Le lait, bien qu’élaboré dans le corps de l’animal, est une substance végétale ; son analyse le démontre, il tourne facilement à l’acide ; et, loin de donner aucun vestige d’alcali volatil, comme font les substances animales, il donne, comme les plantes, un sel neutre essentiel. Le lait des femelles herbivores est plus doux et plus salutaire que celui des carnivores. Formé d’une substance homogène à la sienne, il en conserve mieux sa nature, et devient moins sujet à la putréfaction .

(Rousseau 1969, 274)

Faire du lait « une substance végétale » a l’air d’une extravagance. Tout s’éclaire pourtant lorsque l’on songe que Rousseau et les autres scientifiques du temps considèrent la chimie comme la science dont l’objet est la « propre substance » des corps (et non pas leur forme extérieure ou les rapports que ces derniers entretiennent entre eux, comme le fait la physique)[16]. La crème, les fraises, les asperges ou la farine de blé noir ont des aspects fort différents, bien sûr, mais cela ne devrait laisser présager en rien de leur composition chimique. Celle-ci se dévoile au cours de la phase de fermentation, c’est-à-dire de décomposition. La fermentation de la viande prend la forme d’une putréfaction (ou « fermentation putride ») qui produit des « alcalis » (son pH augmente, dirions-nous aujourd’hui ; il devient basique)[17]. Cette alcalinisation favorise l’apparition de vers et de parasites ; en consommant de la viande ou du bouillon de viande, les nourrices rendent leur corps, et par conséquent leur lait, plus alcalin. Aussi les enfants nourris par des femmes non végétariennes seraient-ils « plus sujets à la colique et aux vers que les autres (Rousseau 1969, 275) ».

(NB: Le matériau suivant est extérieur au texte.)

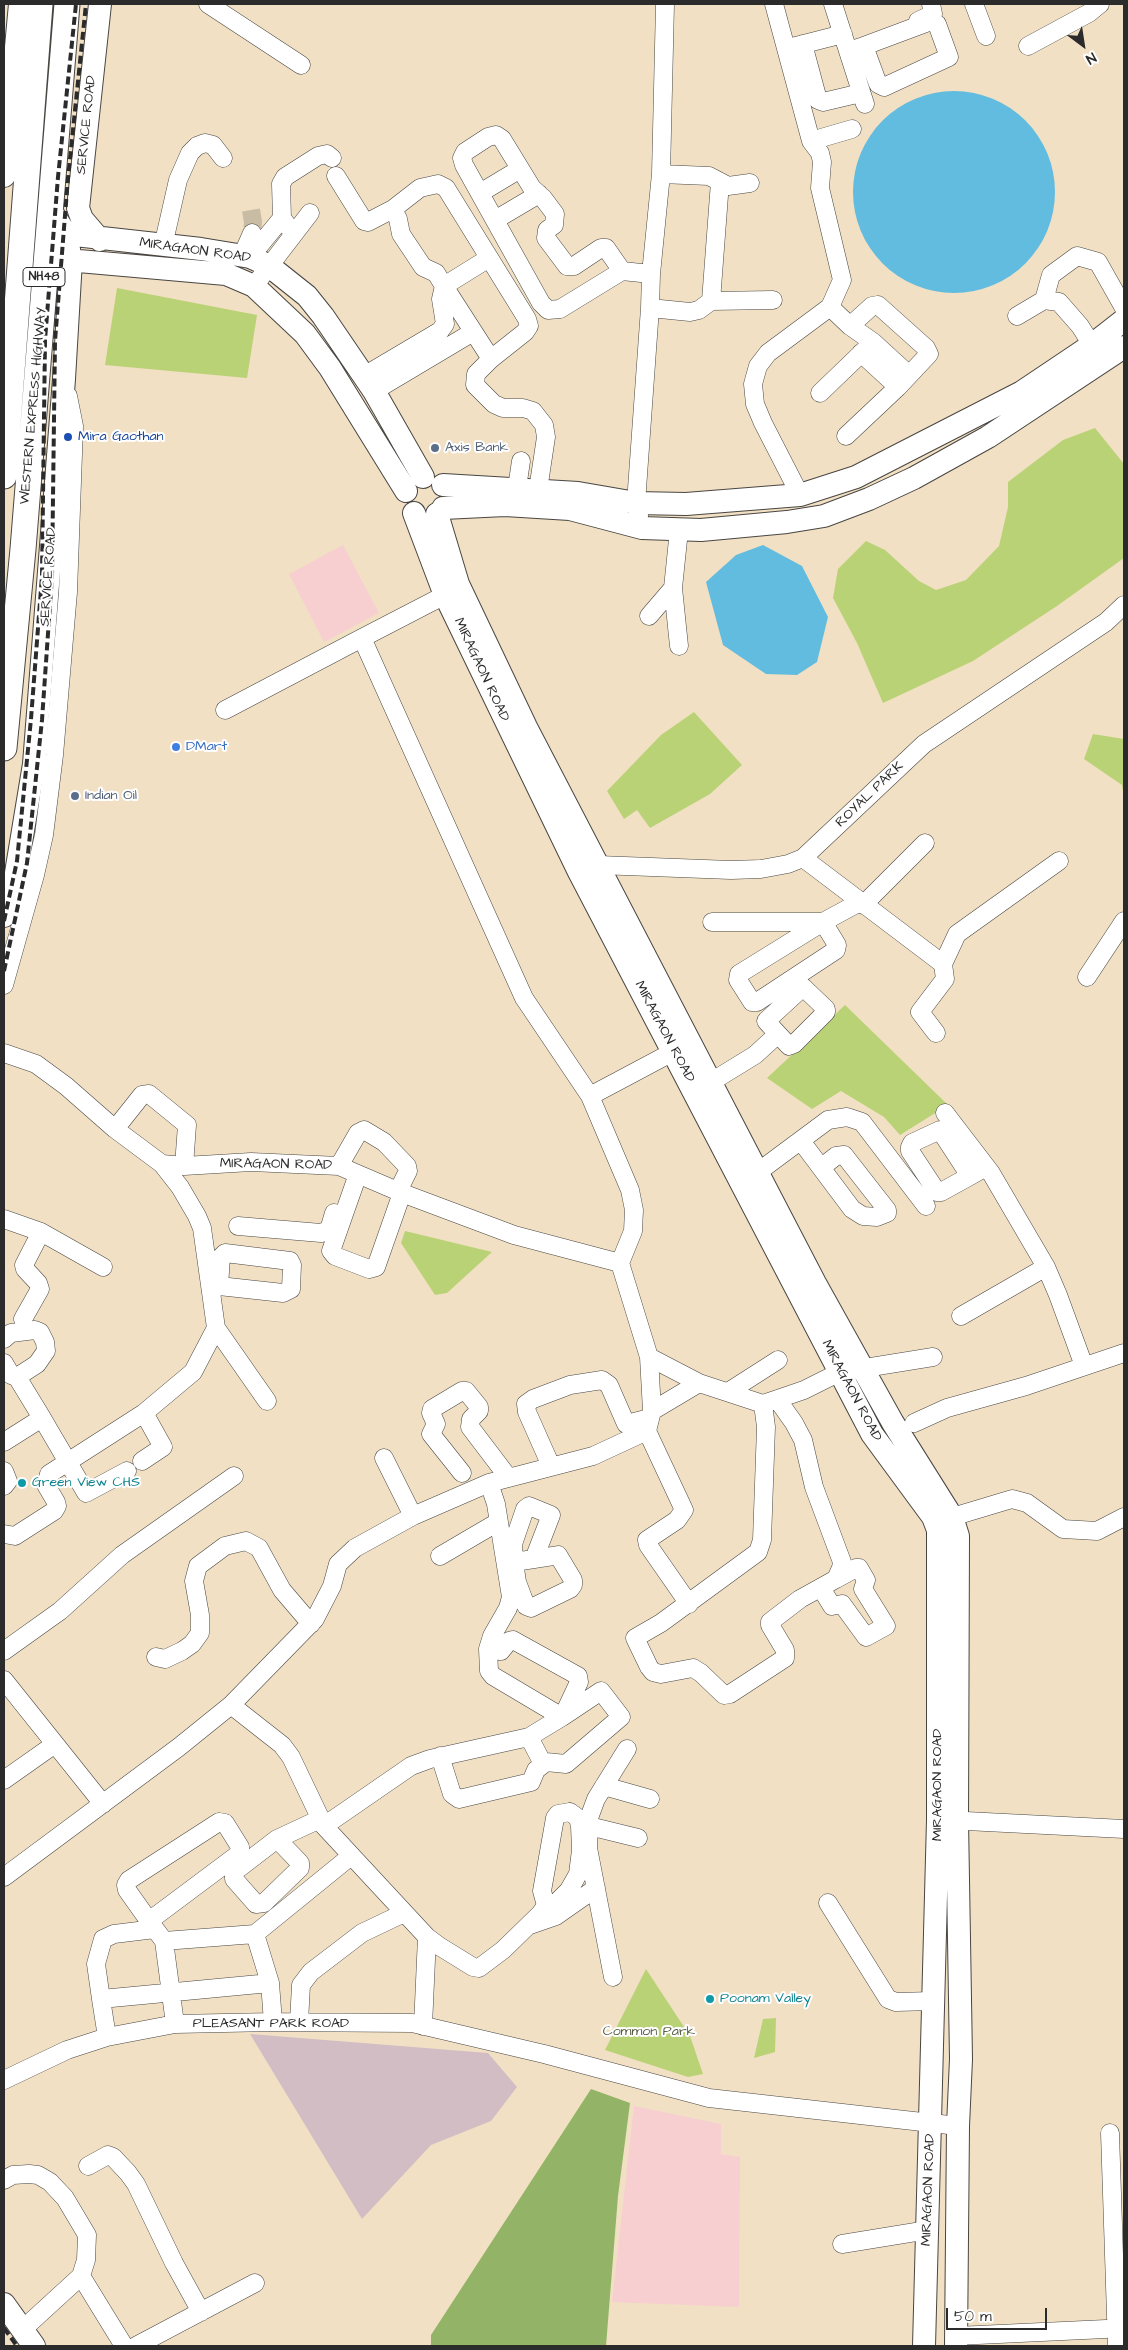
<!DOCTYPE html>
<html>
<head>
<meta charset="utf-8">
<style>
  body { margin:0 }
  #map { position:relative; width:1128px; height:2350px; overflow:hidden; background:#f1e0c3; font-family:"Architects Daughter",sans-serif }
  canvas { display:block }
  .frame { position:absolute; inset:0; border:5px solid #2b2b2b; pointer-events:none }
  .north { position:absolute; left:1058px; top:20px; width:50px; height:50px; -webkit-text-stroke:4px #fff; paint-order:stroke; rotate:149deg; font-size:14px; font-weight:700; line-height:20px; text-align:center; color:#2b2b2b }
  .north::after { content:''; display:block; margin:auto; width:18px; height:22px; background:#2b2b2b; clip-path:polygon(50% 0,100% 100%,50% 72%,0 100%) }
  .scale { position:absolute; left:946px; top:2308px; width:101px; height:22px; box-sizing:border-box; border:2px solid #2b2b2b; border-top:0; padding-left:6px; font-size:15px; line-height:18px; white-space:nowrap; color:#2b2b2b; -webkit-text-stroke:4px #fff; paint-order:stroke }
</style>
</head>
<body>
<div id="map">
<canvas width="1128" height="2350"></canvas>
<div class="frame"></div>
<div class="north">N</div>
<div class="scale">50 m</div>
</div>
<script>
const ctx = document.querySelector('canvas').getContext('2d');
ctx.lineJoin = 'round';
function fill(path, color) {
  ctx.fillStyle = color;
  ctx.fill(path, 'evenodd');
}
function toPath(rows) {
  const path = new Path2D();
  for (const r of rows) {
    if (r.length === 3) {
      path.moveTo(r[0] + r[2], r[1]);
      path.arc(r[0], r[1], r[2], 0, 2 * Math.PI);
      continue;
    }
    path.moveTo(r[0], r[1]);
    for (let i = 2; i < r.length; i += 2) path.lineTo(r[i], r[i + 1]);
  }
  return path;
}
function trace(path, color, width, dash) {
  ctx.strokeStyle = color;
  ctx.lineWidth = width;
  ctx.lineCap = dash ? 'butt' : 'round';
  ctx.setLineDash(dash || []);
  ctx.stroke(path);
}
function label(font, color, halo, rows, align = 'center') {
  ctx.font = font + ' "Architects Daughter",sans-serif';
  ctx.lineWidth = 4;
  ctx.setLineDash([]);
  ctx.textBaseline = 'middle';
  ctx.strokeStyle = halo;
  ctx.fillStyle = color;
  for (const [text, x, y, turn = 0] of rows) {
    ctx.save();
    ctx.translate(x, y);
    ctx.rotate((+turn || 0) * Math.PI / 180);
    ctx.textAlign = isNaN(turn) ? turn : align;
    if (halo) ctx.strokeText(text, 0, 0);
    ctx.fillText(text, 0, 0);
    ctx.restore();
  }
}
const built = toPath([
  [343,545,379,613,324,642,289,574],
  [634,2106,721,2124,721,2154,740,2157,739,2307,612,2302]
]);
const industrial = toPath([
  [250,2034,488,2053,517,2087,491,2121,431,2145,362,2219]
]);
const green = toPath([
  [117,288,257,315,247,378,105,365],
  [1095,428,1124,464,1124,558,1057,606,973,661,883,703,857,643,833,598,838,569,866,541,885,550,919,581,936,590,966,580,999,546,1008,507,1008,482,1063,440],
  [694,712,742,765,710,794,650,828,637,810,624,819,607,791,661,735],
  [1093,734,1124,739,1124,798,1122,785,1084,759],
  [845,1005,948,1105,900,1135,884,1117,841,1091,812,1109,767,1078],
  [405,1231,492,1252,447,1293,435,1295,401,1243],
  [646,1969,690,2036,703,2074,688,2077,605,2050],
  [776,2018,775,2052,754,2058,763,2019]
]);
const forest = toPath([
  [591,2089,630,2103,618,2196,606,2346,431,2346,431,2335]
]);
const water = toPath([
  [954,192,101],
  [763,545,802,566,828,617,817,662,797,675,766,674,723,645,706,582,736,555]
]);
const minorTunnel = toPath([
  [251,210,253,222,252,233]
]);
const minor = toPath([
  [208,4,301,65],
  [774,4,811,141,820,153,822,162,820,188,842,280,830,307,768,353,758,366,753,384,755,404,763,423,800,495],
  [833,4,865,104],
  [974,4,986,36],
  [918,21,933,14,931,4],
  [803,44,818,100,823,102,861,93],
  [1028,46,1089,13,1100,4],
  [792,47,843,34],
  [848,51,864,46,931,21,937,24,949,57,884,87,878,84,864,46],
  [811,141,852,129],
  [661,174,709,176,728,186,750,183],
  [336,176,364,221,368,222,393,209,420,188,438,184,446,188,527,319,529,326,525,332,491,359],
  [720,182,711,301,773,300],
  [480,193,520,169],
  [495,220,539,194],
  [293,233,282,218,281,184,285,177,318,156,327,154,332,158],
  [163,246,178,180,190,153,197,146,205,143,213,145,223,158],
  [242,256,252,233],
  [250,257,282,218],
  [489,258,444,286,491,359,476,374,475,385,494,404,503,408,523,408,533,411,544,425,546,437,538,490],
  [622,271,606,248,601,248,574,266,567,266,546,238,547,230,554,225,555,214,543,198,532,188,502,139,496,135,488,137,465,152,462,158,464,165,541,303,548,310,560,309,622,271,651,274],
  [254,286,310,213],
  [1044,300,1051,275,1077,256,1098,262,1124,308],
  [830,307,850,326,873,342,909,375],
  [650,308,690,312,699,310,711,301],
  [1017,316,1044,300,1059,302,1080,326,1092,345],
  [861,353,898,387],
  [364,376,440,331,445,324,441,299,444,286,436,273,423,267,401,234,398,219,393,209],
  [374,391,473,332],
  [820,393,873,342],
  [846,436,898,387,929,354,926,348,878,305,872,306,850,326],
  [517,488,521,461],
  [639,516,636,503,650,308,651,274,661,174,665,4],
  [673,588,679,646],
  [649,616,673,588,679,530],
  [362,638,445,595],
  [225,710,362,638,524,998,590,1096,630,1190,634,1210,633,1231,620,1263],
  [803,858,943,964,945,979,920,1012,936,1033],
  [589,869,598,865,731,870,761,869,788,864,803,858,924,744,1106,622,1124,605],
  [863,905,925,843],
  [712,922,823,922,860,902],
  [823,922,837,945,836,950,757,1002,752,1002,738,980,739,974,823,922],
  [943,964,957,934,1059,861],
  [1087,977,1124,921],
  [4,985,35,875,44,835,54,755,68,592,74,426,68,396],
  [803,987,826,1009,826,1012,794,1044,789,1046,766,1021,803,987],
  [4,1053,36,1064,66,1086,115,1129,162,1164,184,1166,251,1162,339,1166,402,1193,514,1235,620,1263,649,1357],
  [711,1082,755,1055,778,1034],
  [590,1096,684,1046],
  [945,1113,991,1173,1046,1267,961,1316],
  [115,1129,142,1095,149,1094,187,1125,184,1166],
  [801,1141,852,1209,863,1216,877,1217,887,1213,887,1210,844,1155,836,1156,822,1167],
  [339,1166,358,1133,364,1130,384,1142,407,1166,408,1171,398,1191],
  [758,1172,828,1120,847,1117,862,1122,926,1206],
  [358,1174,331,1251,335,1256,369,1269,376,1267,402,1193],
  [970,1176,940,1130,912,1143,910,1147,910,1151,937,1192,941,1192,970,1176,986,1167],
  [4,1219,41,1232,103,1267],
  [238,1226,321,1233,329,1230,334,1213],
  [1046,1267,1058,1295,1084,1366],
  [210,1285,215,1285,219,1286,283,1293,291,1289,292,1265,290,1261,225,1253,221,1257,219,1286],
  [23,1319,40,1289,38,1283,25,1269,24,1265,41,1232],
  [216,1328,267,1401],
  [4,1339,11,1333,35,1330,40,1332,45,1342,46,1351,37,1364,17,1377,11,1375,4,1363],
  [17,1377,42,1418],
  [728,1392,778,1360],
  [763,1404,766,1427,762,1540,758,1552,661,1623,635,1638,649,1667,653,1672,661,1674,693,1668,701,1673,724,1695,730,1694,785,1658,785,1650,770,1625,770,1622,800,1599,836,1579,841,1568,842,1562,814,1487,803,1440,794,1423,777,1399],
  [652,1411,699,1383,763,1404,804,1390,840,1372,933,1357],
  [914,1423,947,1408,1026,1386,1124,1353],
  [4,1442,42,1418,86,1493,127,1471],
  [384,1458,413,1516],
  [142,1461,163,1447,144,1413],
  [551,1466,527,1412,526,1404,533,1399,570,1385,602,1380,609,1385,626,1424,650,1418],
  [4,1471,8,1481,4,1486],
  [462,1473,431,1434,436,1424,431,1413,432,1409,462,1391,466,1391,479,1407,479,1411,471,1419,470,1427,508,1477],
  [952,1517,1012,1499,1027,1503,1063,1529,1097,1531,1124,1517],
  [4,1534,15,1536,54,1511,57,1506,56,1502,46,1485,49,1474,144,1413,193,1372,216,1328,202,1228,197,1216,180,1187,162,1164],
  [440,1556,498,1522],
  [506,1563,514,1562,534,1559,553,1556,558,1555,573,1580,573,1585,570,1589,531,1608,526,1606,517,1582,514,1562,513,1544,525,1509,529,1506,551,1515,534,1559],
  [821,1588,832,1606,842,1604,866,1637,886,1626,863,1589,866,1580,859,1568,856,1568,836,1579],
  [689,1604,648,1545,647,1540,677,1520,684,1510,647,1431,652,1411,649,1357,699,1383],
  [488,1649,501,1651,509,1641,513,1640,578,1676,579,1682,564,1714],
  [4,1651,60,1611,122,1555,234,1476],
  [156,1657,165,1659,182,1651,192,1644,200,1633,200,1615,194,1581,198,1566,225,1546,246,1541,259,1548,282,1590,311,1624],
  [4,1680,103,1804],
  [231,1705,282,1745,291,1757,324,1826,427,1937,439,1946,473,1967,479,1968,503,1950,540,1914,548,1903],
  [529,1737,543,1764],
  [440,1756,452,1794,459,1799,531,1782,536,1770,546,1762,566,1764,621,1717,601,1691,562,1717],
  [4,1780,55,1744],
  [604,1786,650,1799],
  [570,1812,578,1818,580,1826,581,1850,578,1874,569,1890,557,1902,551,1904,545,1902,542,1891,555,1818,558,1814,570,1812],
  [946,1820,1124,1829],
  [324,1826,411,1766,430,1759,529,1737,562,1717,493,1676,489,1671,488,1649,492,1636,508,1608,511,1597,496,1504,489,1483],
  [589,1826,638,1838],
  [277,1839,300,1863,300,1868,264,1903,256,1904,234,1879,234,1872,277,1839,320,1819],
  [4,1877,179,1747,231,1705,315,1619,332,1586,338,1564,355,1548,413,1516,489,1483,593,1456,647,1431],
  [828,1903,888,1999,896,2002,933,2001],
  [149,1921,127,1890,126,1885,129,1880,219,1822,225,1823,240,1847,240,1853,149,1921,164,1941,175,2024],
  [530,1925,556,1916,596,1888],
  [155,1929,114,1934,103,1939,96,1964,101,1999,270,1983],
  [255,1934,351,1856],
  [164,1941,255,1934,270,1983,273,2022],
  [613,1977,588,1848,589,1818,596,1799,627,1749],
  [101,1999,107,2037],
  [299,2022,301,1985,311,1972,362,1933,404,1913],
  [423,2026,427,1937],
  [4,2080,67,2050,107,2037,175,2024,273,2022,412,2023,544,2054,709,2098,958,2126],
  [1110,2133,1117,2346],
  [88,2166,108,2155,113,2157,128,2173,136,2184,174,2263,201,2312],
  [4,2180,13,2175,29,2174,38,2175,50,2182,65,2198,87,2235,86,2260,81,2276,22,2330],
  [842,2244,928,2230],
  [81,2276,124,2346],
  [956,2336,1106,2329],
  [136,2346,255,2283]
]);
const major = toPath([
  [100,4,78,208,82,219,100,240],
  [4,176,20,4],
  [66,234,201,249,250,257,268,265,307,296,323,316,374,391,423,477],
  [56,259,226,274,254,286,305,334,330,368,406,491],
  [443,485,578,493,636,503,686,504,800,495,856,477,1022,392,1092,345,1124,320],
  [443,508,505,505,570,509,642,528,701,530,787,522,824,516,869,499,914,478,988,437,1124,347],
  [414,513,445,595,579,872,872,1434,933,1517,938,1530,938,1820,924,2346],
  [437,514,458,584,526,727,815,1283,893,1423,952,1517,958,1536,957,1820,961,2059,958,2126,956,2346],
  [4,916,15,879,34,764,64,379,71,260,66,234,51,211],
  [4,2304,34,2346]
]);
const highway = toPath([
  [4,476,40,4],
  [4,748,23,549,67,4]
]);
const rail = toPath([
  [4,921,17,861,31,719,42,576,45,340,58,177,76,4],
  [4,971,27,863,42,720,52,576,55,341,68,178,86,4],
  [4,2328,17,2346]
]);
const markers = [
  [68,437,5,"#1a4fb4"],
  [435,448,5,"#5c6f8a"],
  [176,747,5,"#3f7fe0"],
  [75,796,5,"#5c6f8a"],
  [22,1483,5,"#0f9aa8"],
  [710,1999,5,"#0f9aa8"]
];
const shields = [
  [44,277,42]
];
const shieldNames = [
  ["NH48",44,277]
];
const streetNames = [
  ["SERVICE ROAD",87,125,-84],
  ["MIRAGAON ROAD",195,251,8],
  ["WESTERN EXPRESS HIGHWAY",34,406,-85],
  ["SERVICE ROAD",49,577,-86],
  ["MIRAGAON ROAD",481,670,65],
  ["ROYAL PARK",870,795,-44],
  ["MIRAGAON ROAD",664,1032,62],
  ["MIRAGAON ROAD",276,1165,1],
  ["MIRAGAON ROAD",851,1391,62],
  ["MIRAGAON ROAD",938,1785,-90],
  ["PLEASANT PARK ROAD",271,2024],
  ["MIRAGAON ROAD",929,2190,-88]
];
const transitNames = [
  ["Mira Gaothan",78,437]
];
const serviceNames = [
  ["Axis Bank",445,448],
  ["Indian Oil",85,796]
];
const shopNames = [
  ["DMart",186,747]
];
const cultureNames = [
  ["Green View CHS",32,1483],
  ["Poonam Valley",720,1999]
];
const parkNames = [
  ["Common Park",649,2032]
];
fill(built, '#f7cfd0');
fill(industrial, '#d2bdc5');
fill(green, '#bad276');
fill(forest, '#93b467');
fill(water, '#62bcdf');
trace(minorTunnel, '#c9bca5', 18, [18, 9]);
trace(minor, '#494642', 19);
trace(major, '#494642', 24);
trace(highway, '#494642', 27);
trace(minor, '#fff', 18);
trace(major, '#fff', 22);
trace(highway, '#fff', 25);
trace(rail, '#2b2b2b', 4, [8, 4]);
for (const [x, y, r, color] of markers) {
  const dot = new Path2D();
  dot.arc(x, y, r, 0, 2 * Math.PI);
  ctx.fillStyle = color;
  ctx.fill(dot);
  trace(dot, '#fff', 2);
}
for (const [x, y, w] of shields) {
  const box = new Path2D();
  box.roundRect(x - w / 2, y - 9.5, w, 19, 4);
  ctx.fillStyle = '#fff';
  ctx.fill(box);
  trace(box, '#2b2b2b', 1);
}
label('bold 12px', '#2b2b2b', null, shieldNames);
label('14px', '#2b2b2b', '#fff', streetNames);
label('14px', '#164399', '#fff', transitNames, 'left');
label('14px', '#4e5e75', '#fff', serviceNames, 'left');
label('14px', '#366cbe', '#fff', shopNames, 'left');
label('14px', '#0d838f', '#fff', cultureNames, 'left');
label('14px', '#565d42', '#fff', parkNames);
</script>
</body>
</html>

Contrairement à la viande, les laitages et les végétaux se décomposent en tournant « à l’acide », c’est-à-dire en tendant vers un pH faible. Ils partageraient donc fondamentalement la même composition[18]. Cela explique que les femmes végétariennes font de meilleures nourrices et que l’on voit les femelles des animaux carnivores manger de l’herbe : « Les femmes mangent du pain, des légumes, du laitage : les femelles des chiens et des chats en mangent aussi ; les louves même paissent. Voilà des sucs végétaux pour leur lait. Reste à examiner celui des espèces qui ne peuvent absolument se nourrir que de chair, s’il y en a de telles, de quoi je doute (Rousseau 1969, 275). »

Cette idée d’« unification », par la chimie, du régime végétarien permet d’éclairer plusieurs phénomènes relevés un peu plus loin dans l’Émile, en particulier le goût spontané des enfants pour les nourritures végétales et les laitages (Rousseau 1969, 411). Il n’est guère étonnant, selon Rousseau, qu’ils préfèrent à la viande la crème, les gâteaux, les poires ou les cerises, dans la mesure où ces nourritures sont chimiquement semblables au lait qu’ils tétaient un peu plus tôt. Les enfants aiment d’autant plus les nourritures végétales qu’ils sont moins éloignés que les adultes de l’état de nature ; or, c’est bien une diète frugivore que cette dernière nous prescrit, assure Rousseau dès l’époque du Discours sur l’origine de l’inégalité. D’ailleurs, notre système digestif est comparable à celui des animaux frugivores, soutient-il ; nous appartiendrions à la catégorie des paisibles herbivores, non à celle des carnassiers. Rousseau entend prouver cela en abandonnant le domaine de la chimie pour celui de l’anatomie et de la physiologie. Sa démonstration consiste essentiellement à accumuler les preuves anatomiques en faveur de notre frugivorisme primordial.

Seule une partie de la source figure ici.